But here's what keeps me up at night—and I mean this literally, because I'm losing sleep to heat too now4—we're seeing patients who are making reasonable decisions based on old information. "I've lived in Portland forty years, I never needed AC before."
Yeah, well, Portland forty years ago is not Portland now. Heat-related mortality in elderly patients is up 167% compared to the nineties.5 That's not a rounding error. That's a different city.

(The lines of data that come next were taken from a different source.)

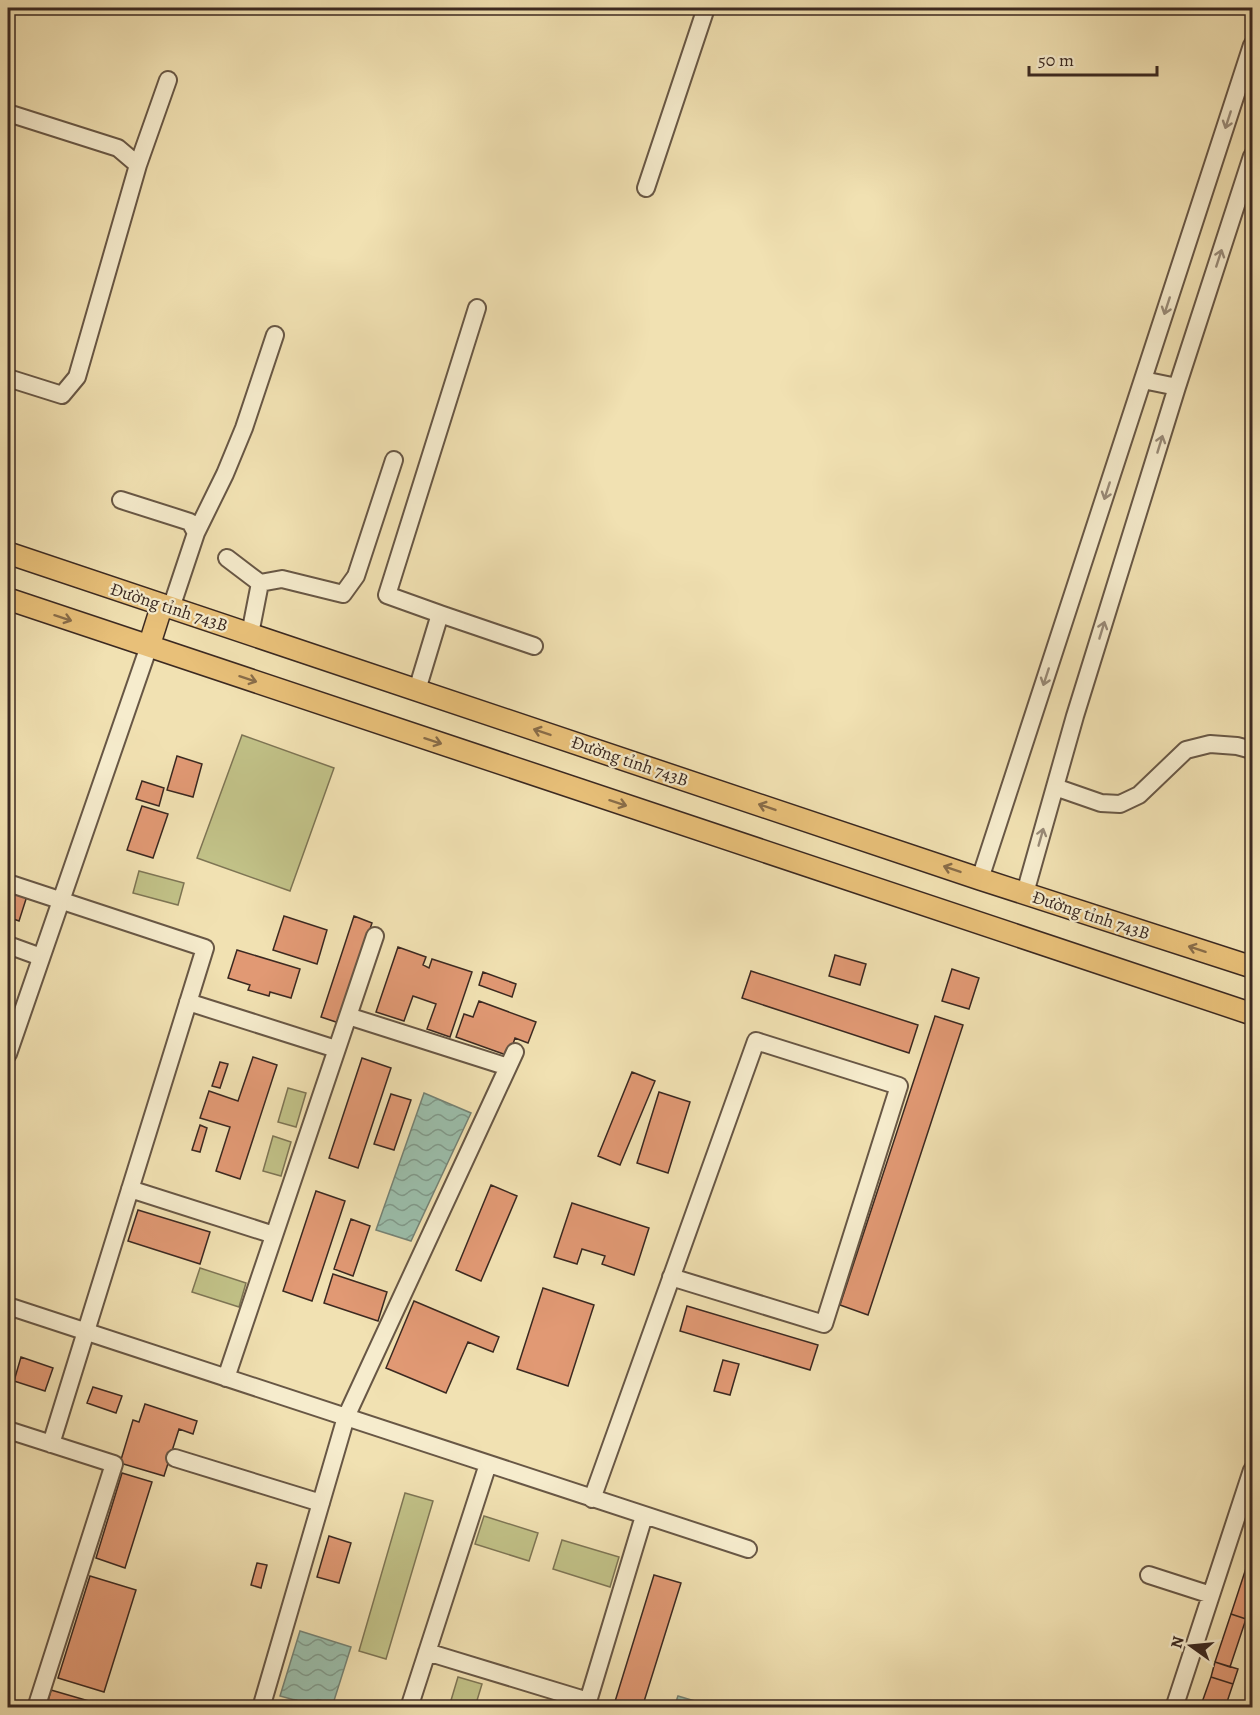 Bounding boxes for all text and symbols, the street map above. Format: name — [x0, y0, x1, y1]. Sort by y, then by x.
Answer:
scale bar — [1029, 39, 1156, 77]
text: 50 m — [1038, 48, 1074, 72]
one-way arrow — [1222, 110, 1233, 129]
one-way arrow — [1215, 249, 1226, 268]
one-way arrow — [1161, 296, 1172, 315]
one-way arrow — [1155, 435, 1166, 454]
one-way arrow — [1101, 481, 1112, 500]
street label: Đường tỉnh 743B — [107, 577, 231, 637]
one-way arrow — [53, 613, 72, 624]
one-way arrow — [1097, 621, 1108, 640]
one-way arrow — [1040, 667, 1051, 686]
one-way arrow — [238, 675, 257, 686]
one-way arrow — [533, 725, 552, 736]
street label: Đường tỉnh 743B — [568, 730, 692, 792]
one-way arrow — [423, 736, 442, 747]
one-way arrow — [608, 798, 627, 809]
one-way arrow — [758, 801, 777, 812]
one-way arrow — [1036, 828, 1047, 847]
one-way arrow — [943, 863, 962, 874]
street label: Đường tỉnh 743B — [1029, 885, 1153, 945]
one-way arrow — [1188, 943, 1207, 954]
north arrow — [1161, 1616, 1221, 1676]
text: N — [1165, 1634, 1190, 1651] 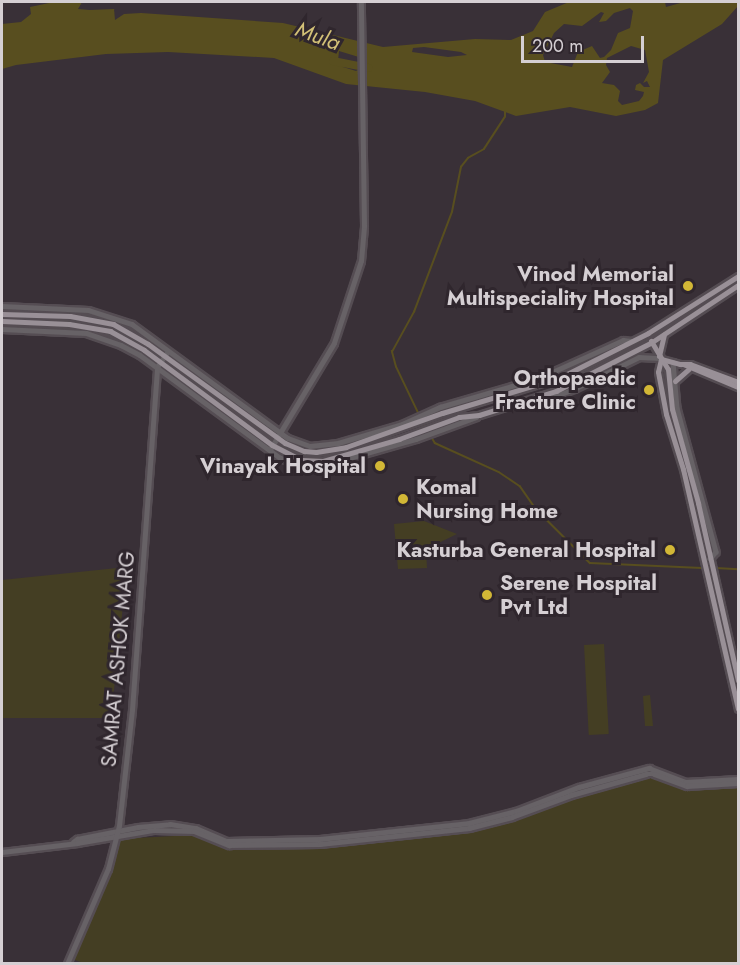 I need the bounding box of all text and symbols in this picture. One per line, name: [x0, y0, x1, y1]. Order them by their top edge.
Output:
water label: Mula: [292, 16, 344, 56]
scale bar: [524, 24, 647, 62]
text: 200 m: [532, 33, 583, 59]
place label: Vinod Memorial Multispeciality Hospital: [447, 261, 674, 311]
marker: Vinod Memorial Multispeciality Hospital: [679, 277, 697, 295]
place label: Orthopaedic Fracture Clinic: [495, 365, 636, 415]
marker: Orthopaedic Fracture Clinic: [640, 381, 658, 399]
place label: Vinayak Hospital: [200, 453, 366, 479]
marker: Vinayak Hospital: [371, 457, 389, 475]
place label: Komal Nursing Home: [416, 474, 558, 524]
marker: Komal Nursing Home: [394, 490, 412, 508]
place label: Kasturba General Hospital: [396, 537, 656, 563]
marker: Kasturba General Hospital: [661, 541, 679, 559]
street label: SAMRAT ASHOK MARG: [96, 550, 140, 768]
place label: Serene Hospital Pvt Ltd: [500, 570, 657, 620]
marker: Serene Hospital Pvt Ltd: [478, 586, 496, 604]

Do you think about leaving?
Max: Every nurse I know thinks about leaving. Forty-two percent of inpatient nurses, fifty percent of us in emergency.6 The burnout surveys keep coming out and we keep filling them out and nothing changes.
Well, that's not true. Things change—they get worse.
We asked what would help, and you know what we said? Better staffing. Let us take breaks without interruption. Basic stuff. The hospital appointed a "clinician wellness champion" instead. Twenty-one percent of us thought that would help. Twenty-one percent.7
She laughs, but it's the kind of laugh that could easily become something else.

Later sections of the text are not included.